China Acts to Slow Yuan’s Rapid Ascent Without Causing Panic

A man rides a bicycle past the People’s Bank of China headquarters in Beijing in June 2019.
A man rides a bicycle past the People’s Bank of China headquarters in Beijing in June 2019.

(Bloomberg) — China’s central bank is taking steps to restrain the yuan’s rally while stopping short of encouraging declines, a sign that officials are willing to tolerate some currency strength.

After on Saturday scrapping a two-year rule that made it expensive to bet against the yuan, the People’s Bank of China on Monday set its daily reference rate only slightly weaker than analysts expected. While the moves triggered a 0.6% slide in the yuan in early trading, the currency is still up 4.2% in the past three months.

Analysts said the moves will reduce one-way bets on the yuan, slowing a rapid ascent that had pushed it to its strongest since April 2019 versus the dollar. The yuan surged about 1.6% on Friday when the currency traded for the first time this month following National Day holidays, extending its best quarterly advance in 12 years.

“Authorities don’t want the yuan appreciating too quickly,” said Xing Zhaopeng, an economist at Australia and New Zealand Banking Group Ltd. in Shanghai. “But the PBOC also doesn’t want the yuan to depreciate too much. This is a cautious move and will not reverse the trend.”
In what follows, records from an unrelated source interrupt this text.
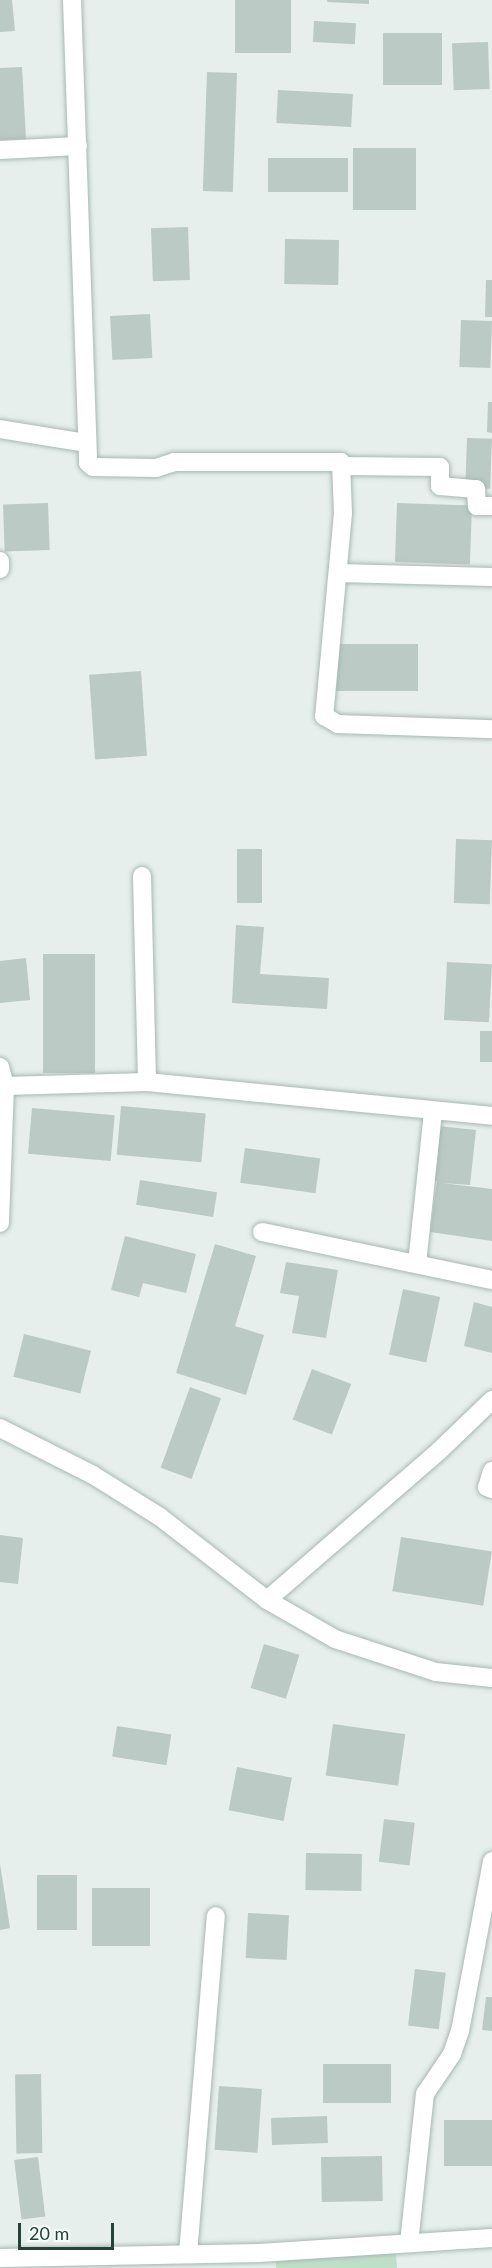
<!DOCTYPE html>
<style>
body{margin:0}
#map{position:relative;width:492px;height:2268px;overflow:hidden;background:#e6efeb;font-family:Lato,sans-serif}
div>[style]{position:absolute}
.green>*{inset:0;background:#bfe0c8}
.building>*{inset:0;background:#bbcac4;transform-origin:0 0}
.roads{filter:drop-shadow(0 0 2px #a8b8b2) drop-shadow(0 0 2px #a8b8b2)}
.minor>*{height:18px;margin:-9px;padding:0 9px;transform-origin:9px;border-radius:9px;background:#fff}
span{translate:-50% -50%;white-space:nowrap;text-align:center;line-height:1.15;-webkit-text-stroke:4.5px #f7fbf9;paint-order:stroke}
.scale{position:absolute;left:18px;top:2223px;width:96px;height:27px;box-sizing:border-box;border:3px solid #24423a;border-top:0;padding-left:8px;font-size:18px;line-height:21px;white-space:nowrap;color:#24423a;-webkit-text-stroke:4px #f7fbf9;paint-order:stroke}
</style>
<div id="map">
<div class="green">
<div style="clip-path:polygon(395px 2244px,397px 2268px,276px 2268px,276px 2252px)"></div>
</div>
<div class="building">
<div style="clip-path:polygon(0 0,12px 0,15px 31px,0 32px)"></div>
<div style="left:235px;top:0;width:56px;height:53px"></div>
<div style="clip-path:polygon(327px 0,369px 0,369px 4px,327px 2px)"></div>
<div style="left:314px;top:21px;width:42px;height:21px;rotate:3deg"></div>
<div style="left:383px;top:33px;width:59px;height:52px"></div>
<div style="left:488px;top:42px;width:47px;height:36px;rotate:88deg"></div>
<div style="clip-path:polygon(22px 67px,26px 139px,0 140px,0 68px)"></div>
<div style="left:207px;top:72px;width:30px;height:119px;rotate:2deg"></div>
<div style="left:278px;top:90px;width:75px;height:33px;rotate:3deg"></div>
<div style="left:353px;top:148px;width:63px;height:62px"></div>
<div style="left:268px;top:158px;width:80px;height:34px"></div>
<div style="left:188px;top:227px;width:53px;height:37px;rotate:88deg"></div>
<div style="left:285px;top:239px;width:54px;height:45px;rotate:1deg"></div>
<div style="clip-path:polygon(486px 280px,492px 280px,492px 317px,485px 317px)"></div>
<div style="left:150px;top:314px;width:44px;height:40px;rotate:87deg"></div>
<div style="left:461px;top:320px;width:31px;height:47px;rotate:2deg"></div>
<div style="clip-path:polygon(488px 402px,492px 402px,492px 433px,487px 432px)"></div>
<div style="left:467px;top:438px;width:25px;height:50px;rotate:2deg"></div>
<div style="left:48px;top:503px;width:47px;height:45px;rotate:88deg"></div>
<div style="left:397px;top:503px;width:75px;height:59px;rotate:2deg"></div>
<div style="left:418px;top:644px;width:47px;height:85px;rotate:90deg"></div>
<div style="left:141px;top:671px;width:85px;height:52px;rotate:86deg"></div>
<div style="left:456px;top:839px;width:36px;height:64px;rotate:2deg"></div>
<div style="left:237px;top:849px;width:25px;height:54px"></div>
<div style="clip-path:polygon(236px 925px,264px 927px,260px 974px,329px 978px,327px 1009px,232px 1003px)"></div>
<div style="left:95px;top:954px;width:119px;height:52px;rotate:90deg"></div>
<div style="clip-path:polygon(26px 958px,30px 1000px,0 1003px,0 961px)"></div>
<div style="left:447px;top:962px;width:45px;height:58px;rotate:3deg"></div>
<div style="left:480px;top:1031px;width:12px;height:31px"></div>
<div style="left:121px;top:1106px;width:85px;height:49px;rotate:5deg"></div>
<div style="left:32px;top:1108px;width:83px;height:46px;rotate:5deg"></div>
<div style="clip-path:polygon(438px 1126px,476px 1130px,470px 1185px,442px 1183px,492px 1189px,492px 1241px,430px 1232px,437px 1181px,431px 1181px)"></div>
<div style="left:245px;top:1148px;width:76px;height:35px;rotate:8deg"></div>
<div style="left:140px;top:1180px;width:78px;height:25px;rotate:9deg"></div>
<div style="clip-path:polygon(125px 1236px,196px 1254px,186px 1293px,143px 1283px,139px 1297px,111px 1290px)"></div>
<div style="clip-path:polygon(215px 1244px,256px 1256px,235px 1326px,264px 1335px,246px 1395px,176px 1373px)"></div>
<div style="clip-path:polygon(286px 1262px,338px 1270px,326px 1338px,292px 1333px,299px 1296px,280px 1293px)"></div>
<div style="left:403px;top:1289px;width:38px;height:67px;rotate:12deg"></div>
<div style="clip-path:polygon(474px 1302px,492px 1307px,492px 1353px,464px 1346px)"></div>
<div style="left:24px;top:1334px;width:69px;height:44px;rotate:14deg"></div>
<div style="left:312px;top:1369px;width:42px;height:54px;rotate:21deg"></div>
<div style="left:190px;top:1387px;width:33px;height:86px;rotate:20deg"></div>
<div style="clip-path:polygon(0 1535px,23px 1538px,18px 1584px,0 1582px)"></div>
<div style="left:401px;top:1537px;width:92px;height:55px;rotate:9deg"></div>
<div style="left:264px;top:1644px;width:37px;height:46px;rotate:17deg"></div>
<div style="left:333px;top:1724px;width:73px;height:52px;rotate:8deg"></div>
<div style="left:117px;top:1726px;width:55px;height:31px;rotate:9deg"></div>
<div style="left:237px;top:1767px;width:56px;height:44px;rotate:11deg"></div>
<div style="left:384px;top:1819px;width:31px;height:43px;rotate:7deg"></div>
<div style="left:306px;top:1853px;width:56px;height:37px;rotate:1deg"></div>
<div style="clip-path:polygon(0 1864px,10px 1928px,0 1930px)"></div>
<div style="left:37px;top:1875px;width:40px;height:55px"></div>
<div style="left:92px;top:1888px;width:58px;height:58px"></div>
<div style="left:248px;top:1913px;width:41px;height:45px;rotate:3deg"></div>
<div style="left:415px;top:1969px;width:31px;height:57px;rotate:7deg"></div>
<div style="clip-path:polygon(486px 1997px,492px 1997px,492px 2031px,482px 2030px)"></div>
<div style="left:323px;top:2064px;width:68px;height:39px"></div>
<div style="left:41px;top:2074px;width:79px;height:26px;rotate:89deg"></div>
<div style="left:219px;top:2086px;width:43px;height:64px;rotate:4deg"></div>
<div style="left:327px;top:2116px;width:27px;height:56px;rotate:88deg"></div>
<div style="left:492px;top:2120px;width:46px;height:48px;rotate:90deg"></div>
<div style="left:382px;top:2156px;width:45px;height:61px;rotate:89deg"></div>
<div style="left:38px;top:2157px;width:60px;height:24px;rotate:83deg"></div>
</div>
<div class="roads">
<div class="minor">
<div style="left:72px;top:0;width:463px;rotate:88deg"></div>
<div style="left:88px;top:463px;width:6px;rotate:39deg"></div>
<div style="left:93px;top:467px;width:63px;rotate:0.9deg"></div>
<div style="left:156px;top:468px;width:19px;rotate:-18deg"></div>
<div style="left:174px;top:462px;width:167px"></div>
<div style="left:341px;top:462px;width:51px;rotate:87.8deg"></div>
<div style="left:343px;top:513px;width:204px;rotate:95.3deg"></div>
<div style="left:324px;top:716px;width:16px;rotate:30deg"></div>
<div style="left:338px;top:724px;width:154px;rotate:1.9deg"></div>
<div style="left:0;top:150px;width:78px;rotate:-2.9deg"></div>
<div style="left:0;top:429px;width:87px;rotate:9.2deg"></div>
<div style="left:342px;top:466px;width:98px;rotate:0.6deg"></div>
<div style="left:440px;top:467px;width:19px;rotate:90deg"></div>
<div style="left:440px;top:486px;width:36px;rotate:5deg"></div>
<div style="left:476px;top:489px;width:17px;rotate:87deg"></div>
<div style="left:477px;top:506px;width:15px"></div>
<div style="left:0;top:561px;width:8px;rotate:90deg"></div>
<div style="left:338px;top:573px;width:154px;rotate:1.5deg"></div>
<div style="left:142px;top:876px;width:206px;rotate:88.6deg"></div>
<div style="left:0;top:1067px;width:20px;rotate:75deg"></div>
<div style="left:5px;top:1086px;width:137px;rotate:92.1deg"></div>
<div style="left:5px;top:1086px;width:142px;rotate:-1.6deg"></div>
<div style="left:147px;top:1082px;width:347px;rotate:5.6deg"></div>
<div style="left:262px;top:1232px;width:235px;rotate:11.8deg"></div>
<div style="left:417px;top:1264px;width:154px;rotate:-84deg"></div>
<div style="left:0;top:1428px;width:104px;rotate:26.8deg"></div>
<div style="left:93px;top:1475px;width:79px;rotate:32.1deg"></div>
<div style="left:160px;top:1517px;width:135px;rotate:37.8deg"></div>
<div style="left:267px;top:1600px;width:78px;rotate:29.8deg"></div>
<div style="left:335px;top:1639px;width:106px;rotate:18.1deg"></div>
<div style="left:436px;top:1672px;width:56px;rotate:6.1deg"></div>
<div style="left:492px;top:1471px;width:17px;rotate:107deg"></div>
<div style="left:487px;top:1487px;width:5px;rotate:22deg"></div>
<div style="left:267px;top:1600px;width:228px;rotate:-40.9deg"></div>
<div style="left:439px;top:1451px;width:74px;rotate:-43.9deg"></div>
<div style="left:409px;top:2243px;width:150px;rotate:-83.9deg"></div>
<div style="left:425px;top:2094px;width:48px;rotate:-56deg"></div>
<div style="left:452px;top:2054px;width:24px;rotate:-71deg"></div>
<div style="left:460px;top:2031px;width:173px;rotate:-79.3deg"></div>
<div style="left:188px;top:2254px;width:339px;rotate:-85.3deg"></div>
<div style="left:0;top:2258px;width:259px;rotate:-1.1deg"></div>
<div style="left:259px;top:2253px;width:233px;rotate:-3.7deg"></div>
</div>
</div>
<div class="scale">20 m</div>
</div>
A recovering economy, a hefty yield premium in sovereign debt over Treasurys and the prospect of a U.S. presidential victory by Democrat nominee Joe Biden are all providing tailwinds for a currency that earlier this year was near its lowest level since 2008.

The People’s Bank of China’s reference rate was fixed at 6.7126 per dollar on Monday, compared with the average estimate of 6.7073 in a Bloomberg survey. The reference rate is decided based a formula that takes into consideration the onshore yuan’s official close at 4:30 p.m. on the previous trading day and major currencies’ moves overnight.

Effective Monday, financial institutions no longer need to set aside cash when purchasing foreign exchange for clients through currency forwards, according to a statement from the PBOC on Saturday. Back in September 2017, when the PBOC similarly cut the cost to zero following sharp gains, the yuan slumped about 2.5% in the next three weeks.

Banks previously had to hold 20% of sales on some foreign exchange forward contracts, a move imposed two years ago when the currency slumped toward 7 per dollar.

The yuan closed on Friday at about 6.69 per dollar, its strongest level since April 2019.